Talent Announces $650,000 Earmark for Regional Mobile Health Unit

CAPE GIRARDEAU, Mo.,

Dec. 20, 2004 – U.S. Sen. Jim Talent was on the campus of Southeast Missouri State University today to announce and celebrate a $650,000 federal earmark to establish a mobile health unit to serve Missouri residents throughout the southeast region.

The earmark included in the new federal budget authorized by Congress in November will fund the creation of the Mobile Assessment and Education (M.A.E.) Health Fair to be administered by Southeast’s College of Health and Human Services. 

The project calls for establishing a mobile health unit that will travel to Mississippi, Pemiscot, New Madrid and Dunklin counties.  The proposed plans will provide assessments to include screenings in diabetes, cholesterol, blood pressure, speech and hearing, and preliminary vision. 

Various health educational components will also be offered. 

Other assessments will include nutritional and pediatric assessments and well baby screenings.  The M.A.E. Health Fair also will provide referrals to social service agencies.  The mobile unit will be staffed with an interdisciplinary team of Southeast staff, faculty and students.

Dr. Ken Dobbins, Southeast president, said the University is looking forward to this opportunity to partner with healthcare providers and other agencies in the Bootheel with the aim of improving quality of life.

“We will not be competing with services already available, but will be asking existing agencies if there are ways University resources and expertise can help them meet the needs of their clients,” Dobbins said.

Dr. Loretta Prater, dean of the Southeast College of Health and Human Services, says the unit will be similar in size to the University’s new mobile museum, which is traveling the region, bringing cultural exhibits to areas throughout Southeast Missouri. The mobile health unit could be up and running as early as next fall, she said.

“The Bootheel is an isolated, rural area with critical health care needs, high levels of poverty and limited educational resources and services common in most communities,” Prater said.  “The lack of adequate transportation is of special concern,” and, Prater says, is the thrust of the M.A.E. Health Fair.  The M.A.E. Health Fair will serve as a bridge to access health care, Prater said, “because many rural residents do not have the transportation to travel to places to receive health services. The M.A.E. Health Fair will go to them in their communities.”

Talent added, “Access to health care is absolutely critical to our state’s rural communities, particularly in economically distressed neighborhoods.  This initiative will provide these areas with access to quality health care by taking the care to them.  I am strongly committed to improving the quality of health care in Southeast Missouri and will continue working with Congresswoman Jo Ann Emerson to do even more to improve the quality of life in the region.”

Prater says the mobile unit also will be available to conduct health assessments and provide education at work sites, schools, churches and other convenient community settings.

 “On behalf of the University, I would like to express our sincere gratitude to the entire Missouri Congressional delegation for their commitment to bring these vital health services to citizens in the Bootheel,” Prater said. “It is because of the dedication of our Congressional delegation that residents in the Bootheel will receive these important disease prevention, wellness, and health maintenance services.”

The M.A.E. Health Fair addresses the concern of the Delta Regional Authority to provide assistance to severely distressed and underdeveloped areas that lack financial resources for improving the well-being of individuals and families living in those rural communities.  Prater says the University plans to seek additional funding to extend this outreach service to additional counties in the future.

“The goal of the project is to prevent disease, maintain good health over the lifespan, and positively impact the quality of life for residents in these communities.  By doing so, family members may enter and remain in the workforce, and enhance economic productivity,” Prater said.

Academic departments at Southeast involved with the unit will be nursing; the human environmental studies major in nutrition and dietetics; health, human performance and recreation; communication disorders; social work; and criminal justice and sociology.  Involvement of the College of Health and Human Services will be a direct reflection of the University’s commitment to its mission of community outreach. Undergraduate and graduate students will be involved in the project as part of their coursework requiring experiential learning, community service and internships.

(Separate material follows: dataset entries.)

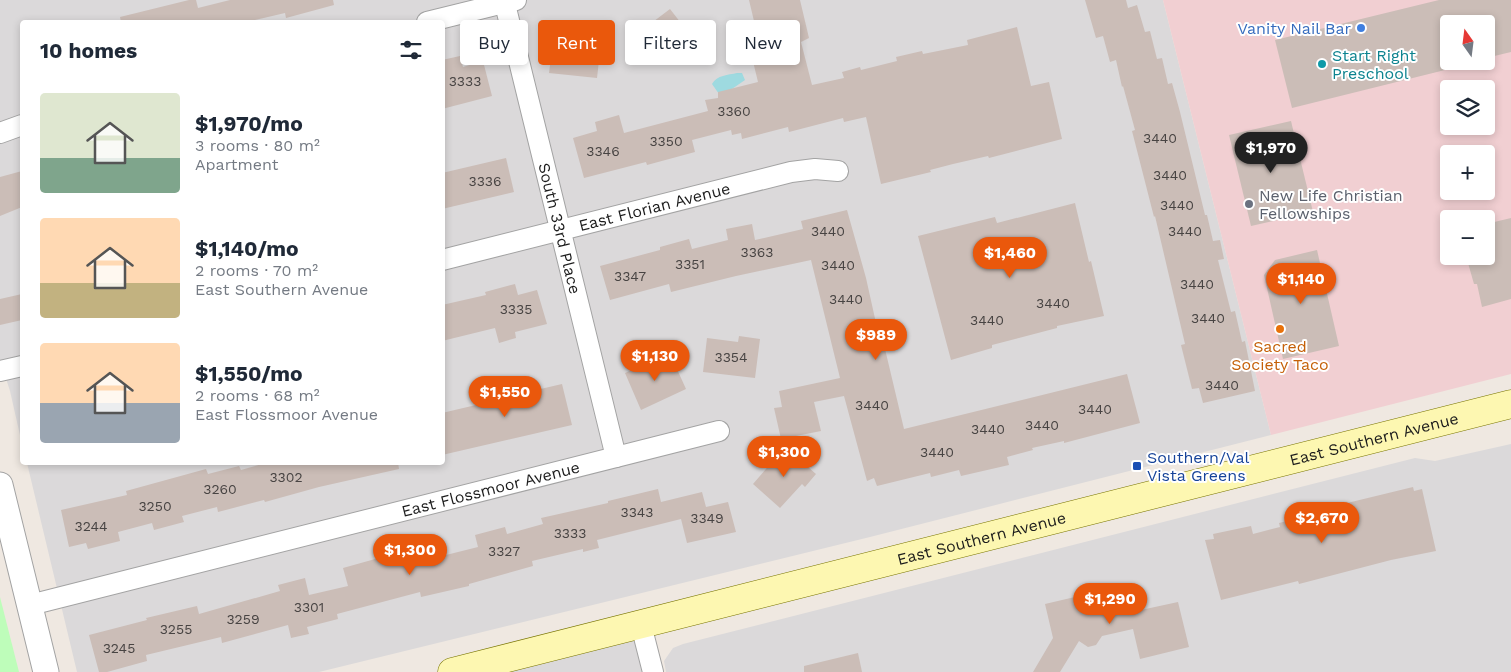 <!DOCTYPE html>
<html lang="en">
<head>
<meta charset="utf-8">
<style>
  :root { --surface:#fff; --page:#f6f6f7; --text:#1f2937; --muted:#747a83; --accent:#ea580c }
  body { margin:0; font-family:"Work Sans",sans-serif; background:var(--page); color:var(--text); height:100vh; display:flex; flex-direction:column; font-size:19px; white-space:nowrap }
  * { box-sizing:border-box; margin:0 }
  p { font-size:16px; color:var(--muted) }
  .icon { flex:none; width:28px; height:28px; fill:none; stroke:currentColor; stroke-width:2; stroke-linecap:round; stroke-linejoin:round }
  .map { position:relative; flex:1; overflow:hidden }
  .details { position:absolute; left:20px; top:20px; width:425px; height:445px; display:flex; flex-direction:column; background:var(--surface); border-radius:5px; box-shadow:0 2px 8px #0003 }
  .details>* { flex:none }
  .guide { position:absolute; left:460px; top:20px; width:475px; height:45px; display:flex; gap:10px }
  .needle { width:32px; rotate:346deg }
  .controls { position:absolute; left:1440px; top:15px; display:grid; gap:10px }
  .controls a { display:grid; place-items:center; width:55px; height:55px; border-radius:5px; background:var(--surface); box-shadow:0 2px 8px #0003; font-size:25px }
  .price { position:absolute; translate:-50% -42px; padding:0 11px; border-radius:18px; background:var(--accent); color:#fff; font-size:16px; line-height:32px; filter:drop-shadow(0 1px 2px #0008) }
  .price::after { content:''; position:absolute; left:50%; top:30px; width:15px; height:11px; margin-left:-8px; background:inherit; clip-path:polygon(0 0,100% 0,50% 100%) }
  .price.selected { background:#222; color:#fff }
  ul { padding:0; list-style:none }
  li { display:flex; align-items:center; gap:15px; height:125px; padding:0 20px }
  li span { display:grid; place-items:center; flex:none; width:140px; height:100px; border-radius:5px; color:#555 }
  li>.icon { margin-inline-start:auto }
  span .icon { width:60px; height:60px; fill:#fffc; stroke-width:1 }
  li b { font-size:21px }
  h2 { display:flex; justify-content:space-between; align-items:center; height:60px; padding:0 20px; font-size:21px }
  .pill { padding:0 18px; border-radius:5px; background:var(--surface); box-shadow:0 2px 8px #0003; font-size:18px; line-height:45px }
  .pill.selected { background:var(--accent); color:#fff }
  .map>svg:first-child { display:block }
  .residential { fill:#dbd9da }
  .commercial { fill:#f1cfd2; fill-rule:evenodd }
  .park { fill:#befdba }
  .water { fill:#9edae0 }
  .building { fill:#cbbdb7 }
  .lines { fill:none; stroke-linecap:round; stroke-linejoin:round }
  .minor-casing { stroke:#a3a3a3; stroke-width:22 }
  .tertiary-casing { stroke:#a3a3a3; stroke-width:27 }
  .secondary-casing { stroke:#777300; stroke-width:29 }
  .minor { stroke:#fff; stroke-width:20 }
  .tertiary { stroke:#fff; stroke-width:25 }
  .secondary { stroke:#fdf7b1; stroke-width:28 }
  .shop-dot { fill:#3f7fe0; stroke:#fff; stroke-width:2 }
  .culture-dot { fill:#0f9aa8; stroke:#fff; stroke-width:2 }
  .worship-dot { fill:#6b7280; stroke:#fff; stroke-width:2 }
  .food-dot { fill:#e8710a; stroke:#fff; stroke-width:2 }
  .transit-dot { fill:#1a4fb4; stroke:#fff; stroke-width:2 }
  .labels { text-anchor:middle; stroke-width:4; stroke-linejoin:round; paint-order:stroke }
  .number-label { font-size:14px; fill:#484443 }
  .shop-label { font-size:16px; fill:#366cbe; stroke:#fff; text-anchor:end }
  .culture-label { font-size:16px; fill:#0d838f; stroke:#fff; text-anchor:start }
  .worship-label { font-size:16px; fill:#5b616d; stroke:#fff; text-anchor:start }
  .street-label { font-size:16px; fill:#1c1c1c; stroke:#fff }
  .food-label { font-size:16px; fill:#c56008; stroke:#fff }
  .transit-label { font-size:16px; fill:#164399; stroke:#fff; text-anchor:start }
</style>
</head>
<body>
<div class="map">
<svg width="1511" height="672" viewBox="0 0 1511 672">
  <rect width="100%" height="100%" fill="#efe8e1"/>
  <g class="residential">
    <path d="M0,0h1163l108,435 -401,102 -551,135h-242l-50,-209 415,-1v-440h-420v422l-12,-53 -10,-31z"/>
    <path d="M1511,444v228h-845l-2,-11 9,-13 10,-4 732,-186 20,3z"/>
    <path d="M641,625l11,47h-200z"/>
  </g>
  <path class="commercial" d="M1163,0h348v374l-240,61zM1449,24h37v37h-37zM1449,89h37v37h-37zM1449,154h37v37h-37zM1449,219h37v37h-37z"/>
  <path class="park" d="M0,597l19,75h-19z"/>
  <g class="water">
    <path d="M708,46l4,4 -1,5 -16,7 -9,-8 2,-6 2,-1z"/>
    <path d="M737,73h5l3,7 -16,11 -10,3 -7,-10c5,-9 16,-9 25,-11z"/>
  </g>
  <g class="building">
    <path d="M189,0h7l2,8 32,-8h103l1,5 -48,13 -1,-5 -38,9h-126l-1,-5z"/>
    <path d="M749,0h51l9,38 -8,4 11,43 32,-7 -2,-6 18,-5 1,3 36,-9 -1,-4 26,-6 1,3 45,-9 -1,-5 50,-13 14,59 18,-4 13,57 -73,19 -1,-2 -35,8 -23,6 1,2 -50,12 -15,-67 -22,5 -1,-4 -54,14 -1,-5 -46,12 -1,-6 -9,2 -1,-5 -39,10 3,12 -48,13 -1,-3 -62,16 -11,-40 24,-7 -2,-9 24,-7 5,18 84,-22 -3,-11 13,-2v-6l40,-10 -9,-37 9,-7z"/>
    <path d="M1085,0h41l2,8 9,-3 8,27 5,-1 7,28 5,-1 6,26 4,-1 8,29 25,103h2l6,26 7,-1 4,19 -6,1 13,52 4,-1 7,31 3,-1 10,50 -52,12 -4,-15 -7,1 -11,-44 4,-1 -30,-128 -1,1 -22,-86 3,-1 -12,-44 -1,1 -6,-27 -6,2 -7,-26 -7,2z"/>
    <path d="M1439,0h72v52l-25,6v-34h-37v45l-157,39 -17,-68z"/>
    <path d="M670,9l21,27 -21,16 -6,-8 -20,15 -15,-19z"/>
    <path d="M568,30l34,4 -5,44 -48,-5 4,-30 13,1z"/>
    <path d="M460,56l3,11 20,-6 9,35 -50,13v-49z"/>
    <path d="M1291,121l22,91 -62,14 -22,-91z"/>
    <path d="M506,158l8,34 -72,17v-36z"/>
    <path d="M22,171v36l-22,9v-39z"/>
    <path d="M1075,203l14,59 2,-1 13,55 -47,10v2l-65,17v3l-41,12 -33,-124 77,-19 2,6z"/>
    <path d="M847,210l19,68 16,72 3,-1 19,80 223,-55 13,49 -76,20v-2l-32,7 1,2 -26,7 2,8 -48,11 -2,-6 -28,7 -1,-4 -53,13 -3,-8 -7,3 -23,-85 -30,6 7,29 -40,8 -7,-31 8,-1 -3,-16 61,-13 -29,-118 -75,16 -65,16 -2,-8 -59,16 -10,-34 60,-16v-3l29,-8 3,10 36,-9 -2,-11 26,-5 3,16 48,-11 -2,-8z"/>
    <path d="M1511,218v81l-29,8 -5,-23h-3l-8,-28h20v-32z"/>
    <path d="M1317,250l22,96 -56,13 -19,-84 11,-15z"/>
    <path d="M515,284l3,11 19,-5 10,34 -32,8 1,6 -17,5 -4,-15 -53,13v-36l44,-10 -1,-3z"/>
    <path d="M22,294v26l-22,5v-26z"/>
    <path d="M739,336l21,3 -5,39 -52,-6 4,-34 31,4z"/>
    <path d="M663,356l3,5 6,-3 14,31 -45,21 -16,-37z"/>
    <path d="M562,384l10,41 -130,30v-42l34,-8 -2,-7 57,-12 1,5z"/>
    <path d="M785,447l31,27 -11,13 -3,-3 -22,24 -27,-24z"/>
    <path d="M269,462h129l1,7 -80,18 -54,15 -1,-2 -46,12 -1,-5 -35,9 2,6 -30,8 -2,-7 -34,9 2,9 -32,8 -2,-6 -17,4 -8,-37 66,-15 -1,-4 80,-22 2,5 31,-8 2,4z"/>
    <path d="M1413,487l1,4 8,-2 14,62 -45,9 -92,24 -1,-3 -77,19 -16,-60 9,-1 -1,-5 38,-8 2,8 27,-7 -1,-4 24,-6 -1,-3z"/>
    <path d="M658,489l3,13 41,-10 4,15 22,-5 8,30 -49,11 -6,-24 -84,21 2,8 -16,4v-3l-51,12 1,5 -64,18v2l-48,11 -1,-5 -83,22 1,5 -31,8 2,7 -18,4 -3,-13 -66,18 -1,-6 -75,18 1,6 -40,11h-8l-10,-37 58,-15 -1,-2 51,-12 2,8 81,-23 -2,-6 27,-7 4,17 39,-9 -5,-18 50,-14v2l46,-11 3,11 36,-9 -3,-12 30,-8 2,7 36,-10 -2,-6 67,-15v-2z"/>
    <path d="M1126,585l11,6 4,19 37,-8 11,45 -49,12 -7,-30 -31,7 -6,9 -8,2 -9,-6 -19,31h-27l20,-34 -8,-34z"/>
    <path d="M858,653l4,19h-58v-6z"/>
  </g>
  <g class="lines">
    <g class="minor-casing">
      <g id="minor">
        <path id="s1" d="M504,0l112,457"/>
        <path d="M427,22l89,-22"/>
        <path d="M0,133l22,-8"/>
        <path id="s2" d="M442,260l349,-88 24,-3 23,2"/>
        <path d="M0,371l22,-5"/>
        <path id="s3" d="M30,605l689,-174"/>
        <path d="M641,625l12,47"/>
      </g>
    </g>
    <g class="tertiary-casing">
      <path id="tertiary" d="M0,485l46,187"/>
    </g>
    <g class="secondary-casing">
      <g id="secondary">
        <path id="s4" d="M452,672l1059,-268"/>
      </g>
    </g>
    <use href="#minor" class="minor"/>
    <use href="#tertiary" class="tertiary"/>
    <use href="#secondary" class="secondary"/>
  </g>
  <circle class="shop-dot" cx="1361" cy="28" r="5"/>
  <circle class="culture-dot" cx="1322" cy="64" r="5"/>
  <circle class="worship-dot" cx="1249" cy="204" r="5"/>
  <circle class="food-dot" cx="1280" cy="329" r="5"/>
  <rect class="transit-dot" x="1132" y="461" width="10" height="10" rx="2.5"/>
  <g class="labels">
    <g class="number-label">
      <text x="465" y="86">3333</text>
      <text x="734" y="116">3360</text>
      <text x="1160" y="143">3440</text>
      <text x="666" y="146">3350</text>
      <text x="603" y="156">3346</text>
      <text x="1170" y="180">3440</text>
      <text x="485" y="186">3336</text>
      <text x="1177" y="210">3440</text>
      <text x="828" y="236">3440</text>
      <text x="1185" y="236">3440</text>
      <text x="757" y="257">3363</text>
      <text x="690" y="269">3351</text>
      <text x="838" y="270">3440</text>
      <text x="630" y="281">3347</text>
      <text x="1197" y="289">3440</text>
      <text x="846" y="304">3440</text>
      <text x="1053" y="308">3440</text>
      <text x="516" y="314">3335</text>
      <text x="1208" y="323">3440</text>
      <text x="987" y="325">3440</text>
      <text x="731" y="362">3354</text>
      <text x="1222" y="390">3440</text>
      <text x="872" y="410">3440</text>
      <text x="1095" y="414">3440</text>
      <text x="1042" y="430">3440</text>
      <text x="988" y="434">3440</text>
      <text x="937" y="457">3440</text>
      <text x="286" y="482">3302</text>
      <text x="220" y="494">3260</text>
      <text x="155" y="511">3250</text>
      <text x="637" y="517">3343</text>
      <text x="707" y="523">3349</text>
      <text x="91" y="531">3244</text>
      <text x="570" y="538">3333</text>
      <text x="504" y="556">3327</text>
      <text x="309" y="612">3301</text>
      <text x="243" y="624">3259</text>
      <text x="176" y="634">3255</text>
      <text x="119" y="653">3245</text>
    </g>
    <g class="shop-label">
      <text x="1351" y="34">Vanity Nail Bar</text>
    </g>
    <g class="culture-label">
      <text x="1332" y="61">Start Right<tspan x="1332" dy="18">Preschool</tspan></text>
    </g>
    <g class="worship-label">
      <text x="1259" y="201">New Life Christian<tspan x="1259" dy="18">Fellowships</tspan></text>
    </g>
    <g class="street-label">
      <text dy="6" stroke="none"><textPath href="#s2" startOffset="219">East Florian Avenue</textPath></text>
      <text dy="6" stroke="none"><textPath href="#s1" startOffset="235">South 33rd Place</textPath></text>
      <text dy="6" stroke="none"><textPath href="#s4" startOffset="951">East Southern Avenue</textPath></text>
      <text dy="6" stroke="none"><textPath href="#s3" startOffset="475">East Flossmoor Avenue</textPath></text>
      <text dy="6" stroke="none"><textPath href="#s4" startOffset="546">East Southern Avenue</textPath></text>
    </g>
    <g class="food-label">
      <text x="1280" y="352">Sacred<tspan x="1280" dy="18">Society Taco</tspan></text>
    </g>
    <g class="transit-label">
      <text x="1147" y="463">Southern/Val<tspan x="1147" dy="18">Vista Greens</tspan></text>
    </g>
  </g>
</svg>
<div class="controls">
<a><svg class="needle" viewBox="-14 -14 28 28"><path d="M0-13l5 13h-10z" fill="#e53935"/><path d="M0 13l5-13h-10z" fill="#747a83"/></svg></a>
<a><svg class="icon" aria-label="layers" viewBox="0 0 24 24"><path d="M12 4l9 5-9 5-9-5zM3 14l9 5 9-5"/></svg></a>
<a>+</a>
<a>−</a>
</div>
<b class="price selected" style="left:1271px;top:174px">$1,970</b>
<b class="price" style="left:1010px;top:279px">$1,460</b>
<b class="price" style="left:1301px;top:305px">$1,140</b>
<b class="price" style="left:876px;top:361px">$989</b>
<b class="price" style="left:655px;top:382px">$1,130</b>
<b class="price" style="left:505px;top:418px">$1,550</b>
<b class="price" style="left:784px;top:478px">$1,300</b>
<b class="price" style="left:1322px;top:544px">$2,670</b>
<b class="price" style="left:410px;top:576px">$1,300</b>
<b class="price" style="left:1110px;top:625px">$1,290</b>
<div class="guide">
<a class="pill">Buy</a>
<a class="pill selected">Rent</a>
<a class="pill">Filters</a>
<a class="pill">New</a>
</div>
<section class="details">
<h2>10 homes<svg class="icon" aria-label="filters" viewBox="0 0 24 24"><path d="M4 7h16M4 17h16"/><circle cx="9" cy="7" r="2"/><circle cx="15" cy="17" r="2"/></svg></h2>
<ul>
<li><span style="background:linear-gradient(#dfe7d0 65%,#7fa58c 0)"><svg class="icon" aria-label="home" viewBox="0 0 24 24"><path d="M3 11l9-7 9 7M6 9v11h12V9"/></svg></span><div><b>$1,970/mo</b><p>3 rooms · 80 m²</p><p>Apartment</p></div></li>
<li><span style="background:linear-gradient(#ffd9b3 65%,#c2b280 0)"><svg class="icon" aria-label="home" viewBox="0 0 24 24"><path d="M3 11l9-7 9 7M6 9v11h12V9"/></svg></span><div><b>$1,140/mo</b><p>2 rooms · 70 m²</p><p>East Southern Avenue</p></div></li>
<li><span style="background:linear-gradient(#ffd9b3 60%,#9aa5b1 0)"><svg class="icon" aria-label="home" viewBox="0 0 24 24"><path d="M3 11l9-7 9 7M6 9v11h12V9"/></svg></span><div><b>$1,550/mo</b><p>2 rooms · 68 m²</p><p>East Flossmoor Avenue</p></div></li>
</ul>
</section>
</div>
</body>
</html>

 “The project will provide an excellent learning experience for students,” she said, adding it also will provide applied research opportunities for students and faculty. “They are going to be making a real difference in the lives of people and families out in these communities.”

Prater says the M.A.E. Health Fair will connect with local health care providers in the Bootheel counties, including hospitals, health centers, and home health agencies to work together in a collaborative effort to improve existing health conditions.

Prater says planning meetings will be scheduled in a number of Bootheel communities in the coming year so residents and professionals in those communities can discuss the needs. 

“They are in those communities and they know what the needs are and what assessments should be offered,” she said.

 “We think the mobile health unit will positively impact the quality of life for residents in the Bootheel communities of Southeast Missouri and will impact economic viability through a healthier workforce,” Prater said.